**INSTRUCTIONS FOR THE TASK**.
Reading the records below, count the lines in which the string "setLineDash" appears; write the number only.

**Dataset entries**.
------------------------------
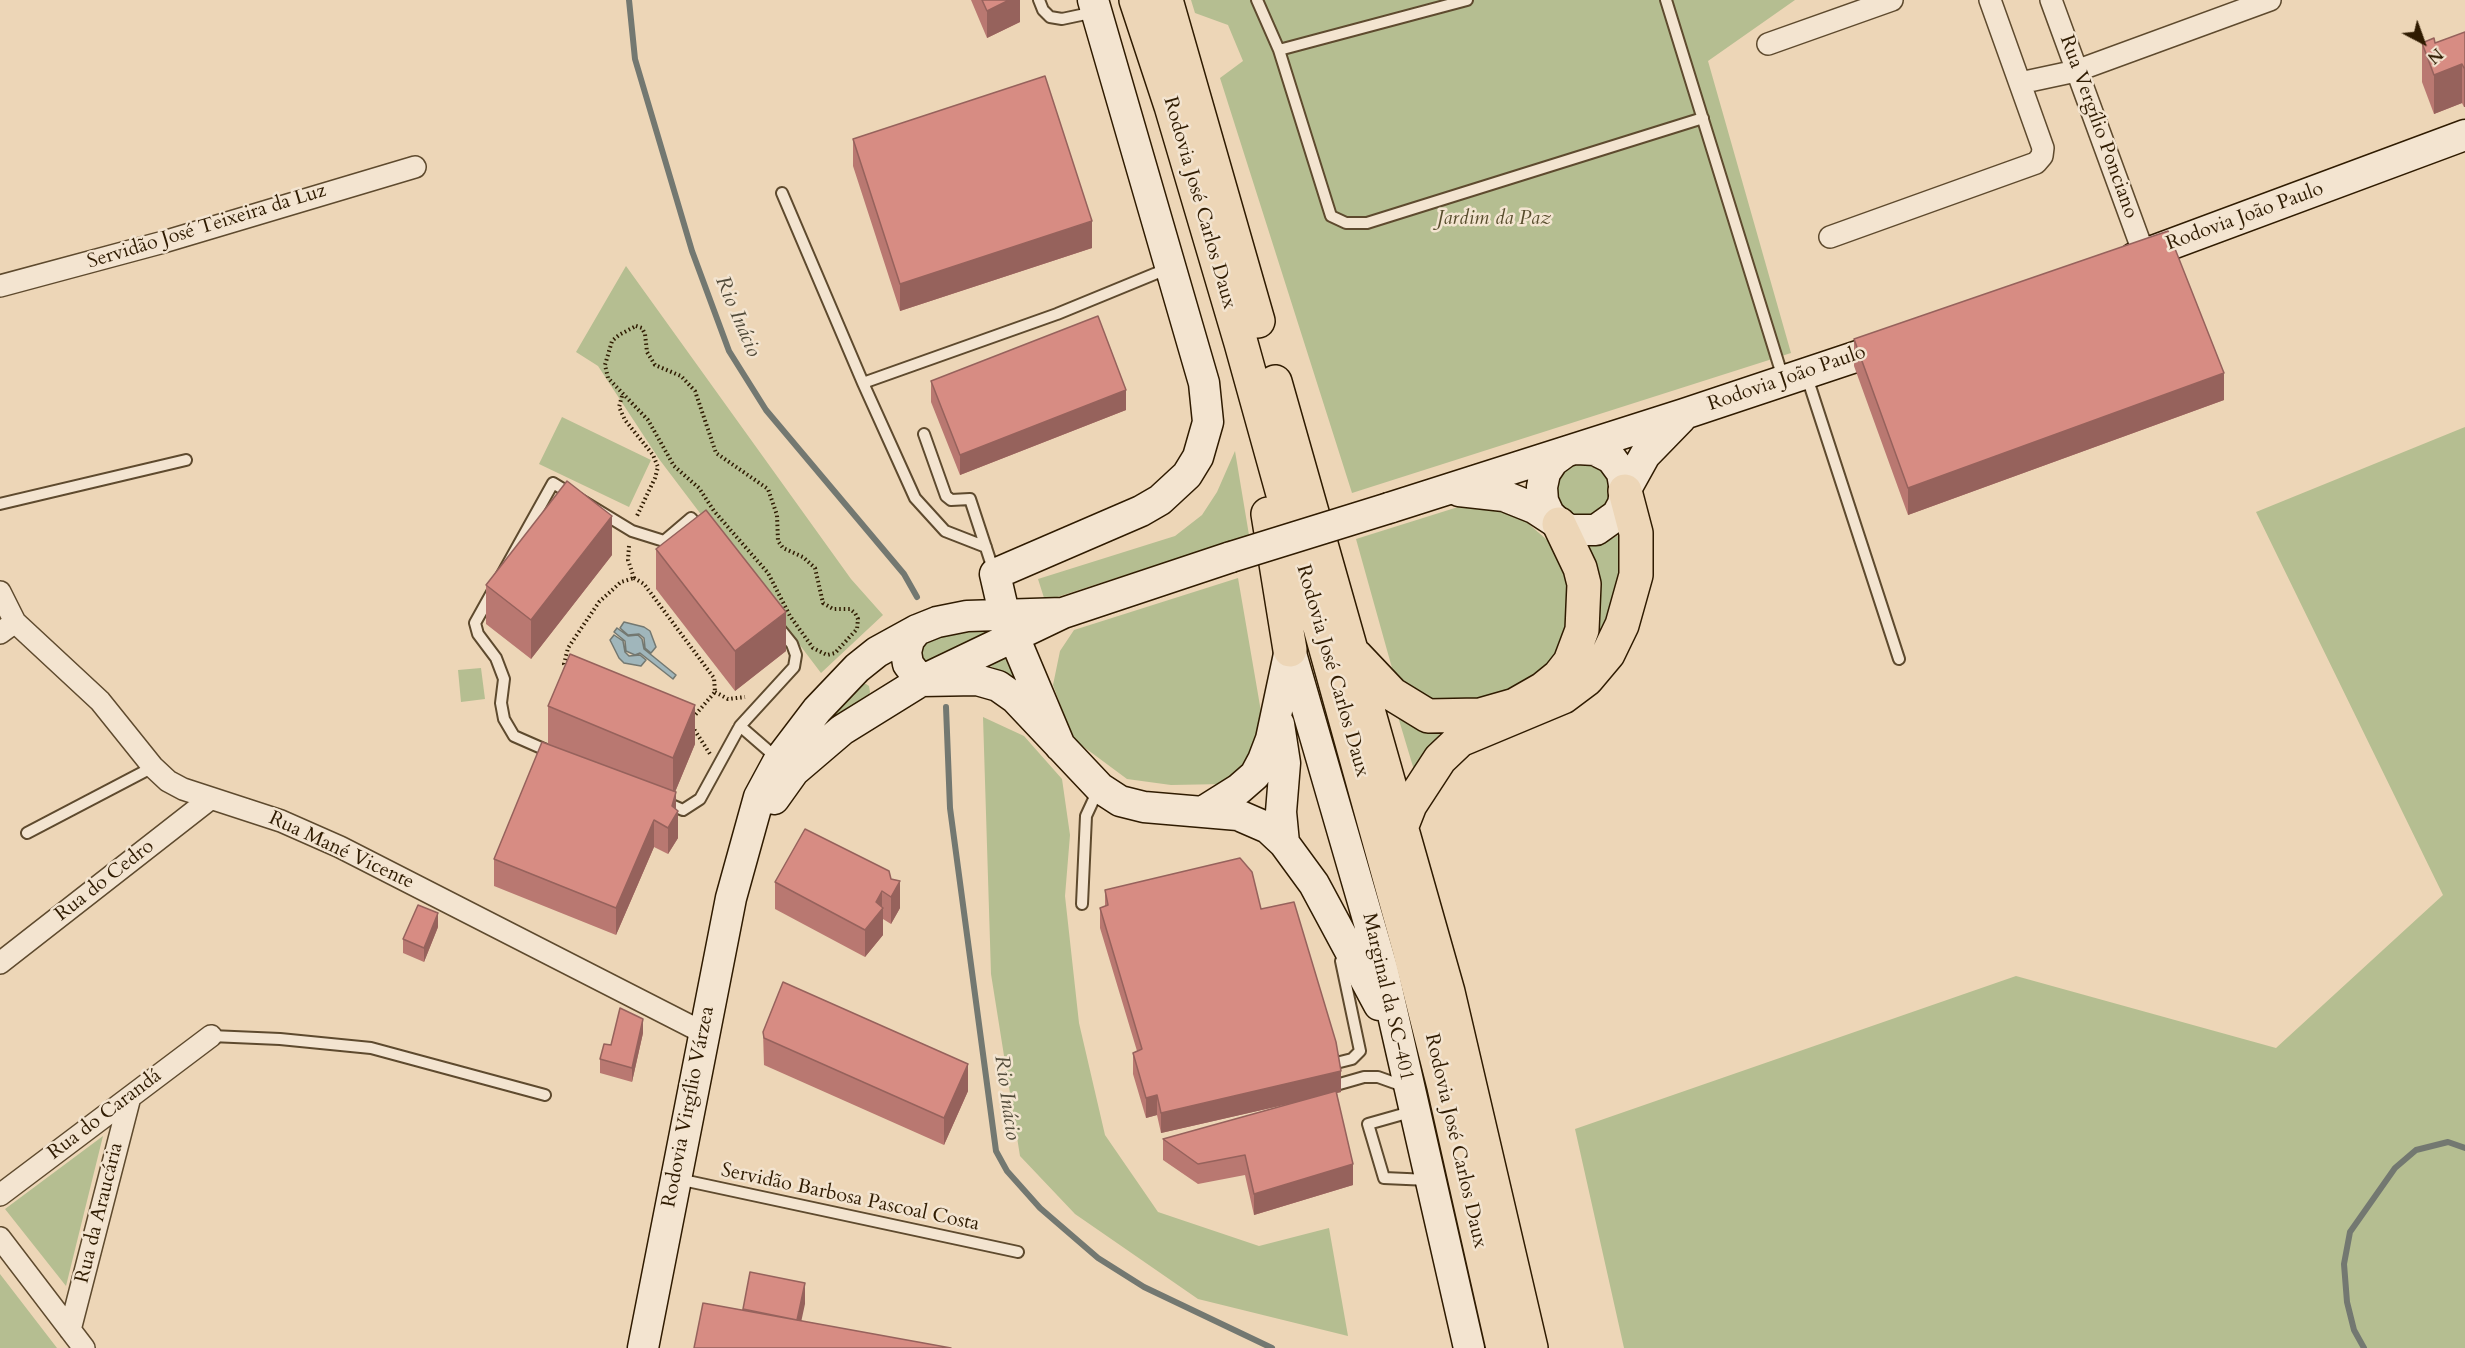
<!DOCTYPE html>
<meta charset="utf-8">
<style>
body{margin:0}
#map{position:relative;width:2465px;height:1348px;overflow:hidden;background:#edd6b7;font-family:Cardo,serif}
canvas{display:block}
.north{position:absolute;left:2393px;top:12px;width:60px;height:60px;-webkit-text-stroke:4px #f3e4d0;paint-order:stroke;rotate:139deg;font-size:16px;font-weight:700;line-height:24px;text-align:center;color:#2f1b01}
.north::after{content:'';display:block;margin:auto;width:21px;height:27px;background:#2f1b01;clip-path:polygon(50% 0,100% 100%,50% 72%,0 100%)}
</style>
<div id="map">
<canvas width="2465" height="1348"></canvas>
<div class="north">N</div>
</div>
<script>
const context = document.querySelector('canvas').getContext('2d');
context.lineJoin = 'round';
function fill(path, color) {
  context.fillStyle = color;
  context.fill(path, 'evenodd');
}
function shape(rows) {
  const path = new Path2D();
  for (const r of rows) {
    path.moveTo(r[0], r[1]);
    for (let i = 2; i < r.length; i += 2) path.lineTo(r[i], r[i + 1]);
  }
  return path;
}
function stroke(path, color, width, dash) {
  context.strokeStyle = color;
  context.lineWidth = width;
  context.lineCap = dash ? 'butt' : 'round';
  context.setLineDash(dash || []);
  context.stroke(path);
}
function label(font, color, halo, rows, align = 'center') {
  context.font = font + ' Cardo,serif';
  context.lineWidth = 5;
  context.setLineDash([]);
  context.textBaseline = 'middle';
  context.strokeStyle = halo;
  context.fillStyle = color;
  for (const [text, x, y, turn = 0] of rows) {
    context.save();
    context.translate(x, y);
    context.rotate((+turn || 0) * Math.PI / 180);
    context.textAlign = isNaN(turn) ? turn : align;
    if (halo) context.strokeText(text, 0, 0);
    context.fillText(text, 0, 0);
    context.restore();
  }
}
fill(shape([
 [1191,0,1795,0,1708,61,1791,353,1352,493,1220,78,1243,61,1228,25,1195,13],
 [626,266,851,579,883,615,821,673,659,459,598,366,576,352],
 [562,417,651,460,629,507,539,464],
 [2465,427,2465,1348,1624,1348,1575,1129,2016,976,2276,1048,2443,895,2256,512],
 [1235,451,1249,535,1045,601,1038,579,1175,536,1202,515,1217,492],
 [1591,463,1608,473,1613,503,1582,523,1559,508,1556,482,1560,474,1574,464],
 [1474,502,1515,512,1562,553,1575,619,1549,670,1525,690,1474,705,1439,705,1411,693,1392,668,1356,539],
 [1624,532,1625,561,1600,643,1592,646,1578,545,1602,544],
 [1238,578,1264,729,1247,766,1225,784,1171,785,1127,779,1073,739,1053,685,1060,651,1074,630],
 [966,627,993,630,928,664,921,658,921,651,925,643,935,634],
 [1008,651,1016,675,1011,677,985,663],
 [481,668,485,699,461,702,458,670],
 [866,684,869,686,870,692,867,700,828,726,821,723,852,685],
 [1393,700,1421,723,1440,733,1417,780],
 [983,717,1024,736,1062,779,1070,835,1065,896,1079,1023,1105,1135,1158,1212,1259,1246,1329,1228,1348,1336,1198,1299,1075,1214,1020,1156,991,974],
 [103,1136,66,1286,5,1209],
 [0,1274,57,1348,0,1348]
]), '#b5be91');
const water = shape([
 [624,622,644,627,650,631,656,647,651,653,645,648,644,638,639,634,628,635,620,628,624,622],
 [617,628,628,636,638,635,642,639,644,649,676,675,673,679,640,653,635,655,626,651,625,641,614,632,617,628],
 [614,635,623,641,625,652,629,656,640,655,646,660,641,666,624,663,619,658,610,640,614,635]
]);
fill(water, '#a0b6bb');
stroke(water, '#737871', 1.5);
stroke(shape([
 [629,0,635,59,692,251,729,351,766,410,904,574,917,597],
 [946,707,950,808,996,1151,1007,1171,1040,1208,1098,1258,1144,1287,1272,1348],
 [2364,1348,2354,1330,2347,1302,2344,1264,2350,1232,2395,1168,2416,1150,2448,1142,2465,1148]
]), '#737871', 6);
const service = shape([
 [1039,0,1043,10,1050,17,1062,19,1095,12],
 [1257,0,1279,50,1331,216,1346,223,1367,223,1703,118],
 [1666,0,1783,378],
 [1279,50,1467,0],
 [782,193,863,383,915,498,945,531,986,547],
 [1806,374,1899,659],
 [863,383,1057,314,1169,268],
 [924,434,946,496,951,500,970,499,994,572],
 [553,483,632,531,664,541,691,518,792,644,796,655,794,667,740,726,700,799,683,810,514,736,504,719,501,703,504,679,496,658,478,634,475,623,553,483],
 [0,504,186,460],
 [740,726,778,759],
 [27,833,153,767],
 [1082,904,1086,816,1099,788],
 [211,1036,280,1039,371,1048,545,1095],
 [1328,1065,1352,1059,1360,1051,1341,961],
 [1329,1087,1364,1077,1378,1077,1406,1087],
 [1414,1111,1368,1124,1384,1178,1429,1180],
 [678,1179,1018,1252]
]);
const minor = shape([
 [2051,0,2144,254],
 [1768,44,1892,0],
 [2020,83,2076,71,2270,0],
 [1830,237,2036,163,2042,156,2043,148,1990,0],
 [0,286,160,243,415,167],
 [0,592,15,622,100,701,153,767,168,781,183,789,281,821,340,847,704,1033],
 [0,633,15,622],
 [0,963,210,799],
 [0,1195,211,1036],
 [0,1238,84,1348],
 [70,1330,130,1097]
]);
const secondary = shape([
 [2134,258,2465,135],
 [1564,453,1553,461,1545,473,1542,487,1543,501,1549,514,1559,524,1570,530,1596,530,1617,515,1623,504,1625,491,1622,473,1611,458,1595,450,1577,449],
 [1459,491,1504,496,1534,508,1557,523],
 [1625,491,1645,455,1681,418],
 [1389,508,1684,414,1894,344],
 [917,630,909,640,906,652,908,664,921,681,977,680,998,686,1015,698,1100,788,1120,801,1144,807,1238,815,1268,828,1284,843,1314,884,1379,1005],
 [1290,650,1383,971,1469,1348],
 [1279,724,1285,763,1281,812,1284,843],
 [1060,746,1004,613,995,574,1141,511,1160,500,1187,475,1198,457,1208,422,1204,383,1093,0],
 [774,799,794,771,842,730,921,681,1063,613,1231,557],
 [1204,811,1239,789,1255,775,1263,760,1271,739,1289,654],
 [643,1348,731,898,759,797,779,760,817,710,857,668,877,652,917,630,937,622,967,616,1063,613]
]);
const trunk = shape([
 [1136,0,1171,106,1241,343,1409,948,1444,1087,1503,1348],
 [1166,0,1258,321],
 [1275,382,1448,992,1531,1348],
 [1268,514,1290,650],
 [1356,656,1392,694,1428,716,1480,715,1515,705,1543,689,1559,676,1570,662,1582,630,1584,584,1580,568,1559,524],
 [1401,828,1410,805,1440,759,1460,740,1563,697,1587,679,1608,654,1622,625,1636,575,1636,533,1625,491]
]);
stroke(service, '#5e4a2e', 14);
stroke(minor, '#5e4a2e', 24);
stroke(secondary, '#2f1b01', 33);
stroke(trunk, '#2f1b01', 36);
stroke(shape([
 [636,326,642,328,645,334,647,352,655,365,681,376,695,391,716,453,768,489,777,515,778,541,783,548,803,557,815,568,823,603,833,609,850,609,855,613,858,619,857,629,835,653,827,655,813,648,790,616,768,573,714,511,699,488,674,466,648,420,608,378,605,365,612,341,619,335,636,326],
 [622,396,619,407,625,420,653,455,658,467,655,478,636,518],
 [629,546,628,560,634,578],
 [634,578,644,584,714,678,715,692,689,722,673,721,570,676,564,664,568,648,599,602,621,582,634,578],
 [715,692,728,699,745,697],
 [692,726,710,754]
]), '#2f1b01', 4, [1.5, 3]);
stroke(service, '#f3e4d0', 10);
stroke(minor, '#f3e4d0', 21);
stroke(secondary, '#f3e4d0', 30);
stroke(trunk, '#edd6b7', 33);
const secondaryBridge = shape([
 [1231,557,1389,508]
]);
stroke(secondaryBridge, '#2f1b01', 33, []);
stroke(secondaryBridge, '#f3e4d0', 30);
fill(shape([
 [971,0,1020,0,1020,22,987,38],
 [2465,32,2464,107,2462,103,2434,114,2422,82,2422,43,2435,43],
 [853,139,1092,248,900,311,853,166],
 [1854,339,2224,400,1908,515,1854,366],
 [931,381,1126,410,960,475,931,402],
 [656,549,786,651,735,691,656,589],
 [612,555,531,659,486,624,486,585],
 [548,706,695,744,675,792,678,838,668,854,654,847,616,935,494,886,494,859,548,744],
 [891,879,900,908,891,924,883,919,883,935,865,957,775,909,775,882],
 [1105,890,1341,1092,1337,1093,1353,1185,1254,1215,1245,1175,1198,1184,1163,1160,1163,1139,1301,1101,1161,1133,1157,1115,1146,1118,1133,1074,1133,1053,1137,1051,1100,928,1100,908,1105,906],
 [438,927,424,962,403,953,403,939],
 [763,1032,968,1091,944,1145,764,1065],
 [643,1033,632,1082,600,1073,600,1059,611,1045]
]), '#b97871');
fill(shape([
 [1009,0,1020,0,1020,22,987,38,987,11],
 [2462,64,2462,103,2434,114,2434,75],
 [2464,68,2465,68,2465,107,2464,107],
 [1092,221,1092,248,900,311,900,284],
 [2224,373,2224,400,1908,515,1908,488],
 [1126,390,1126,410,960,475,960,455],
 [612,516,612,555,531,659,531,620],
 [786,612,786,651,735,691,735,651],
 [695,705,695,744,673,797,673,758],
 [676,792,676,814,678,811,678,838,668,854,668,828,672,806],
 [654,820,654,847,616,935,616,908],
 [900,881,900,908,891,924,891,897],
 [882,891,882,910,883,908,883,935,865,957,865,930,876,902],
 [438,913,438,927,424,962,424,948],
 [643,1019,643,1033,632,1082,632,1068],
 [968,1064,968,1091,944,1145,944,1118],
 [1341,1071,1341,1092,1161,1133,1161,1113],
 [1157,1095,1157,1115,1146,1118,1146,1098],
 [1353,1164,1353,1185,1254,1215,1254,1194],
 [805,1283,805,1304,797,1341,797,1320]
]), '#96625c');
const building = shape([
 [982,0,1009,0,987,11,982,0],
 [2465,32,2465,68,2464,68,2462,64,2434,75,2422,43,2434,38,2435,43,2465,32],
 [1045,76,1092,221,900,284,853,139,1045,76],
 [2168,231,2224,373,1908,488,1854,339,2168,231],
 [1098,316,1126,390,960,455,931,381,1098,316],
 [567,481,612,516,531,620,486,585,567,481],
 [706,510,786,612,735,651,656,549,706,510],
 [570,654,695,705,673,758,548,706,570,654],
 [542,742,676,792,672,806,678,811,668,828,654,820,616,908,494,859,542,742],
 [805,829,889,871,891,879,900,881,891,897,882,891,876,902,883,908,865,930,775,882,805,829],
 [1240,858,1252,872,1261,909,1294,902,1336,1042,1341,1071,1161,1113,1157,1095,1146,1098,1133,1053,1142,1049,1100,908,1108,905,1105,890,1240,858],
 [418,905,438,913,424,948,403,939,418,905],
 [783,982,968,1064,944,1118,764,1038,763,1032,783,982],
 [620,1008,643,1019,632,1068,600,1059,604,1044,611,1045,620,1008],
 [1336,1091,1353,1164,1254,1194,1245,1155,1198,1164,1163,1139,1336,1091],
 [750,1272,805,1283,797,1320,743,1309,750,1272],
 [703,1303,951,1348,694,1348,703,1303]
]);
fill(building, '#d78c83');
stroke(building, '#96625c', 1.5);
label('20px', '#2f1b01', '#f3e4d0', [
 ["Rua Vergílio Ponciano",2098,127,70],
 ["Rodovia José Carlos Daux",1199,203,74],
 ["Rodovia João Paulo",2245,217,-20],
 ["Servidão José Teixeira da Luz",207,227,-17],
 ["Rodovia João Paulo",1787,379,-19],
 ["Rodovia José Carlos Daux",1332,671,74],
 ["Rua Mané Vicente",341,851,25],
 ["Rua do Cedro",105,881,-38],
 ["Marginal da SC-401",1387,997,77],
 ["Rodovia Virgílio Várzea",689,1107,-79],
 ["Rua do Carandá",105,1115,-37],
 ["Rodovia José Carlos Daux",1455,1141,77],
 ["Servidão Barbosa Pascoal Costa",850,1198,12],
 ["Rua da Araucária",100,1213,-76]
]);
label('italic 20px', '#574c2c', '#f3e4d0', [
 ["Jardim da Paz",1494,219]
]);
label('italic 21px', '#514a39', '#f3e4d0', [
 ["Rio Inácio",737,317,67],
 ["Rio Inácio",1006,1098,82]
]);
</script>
------------------------------
**OUTPUT**.
2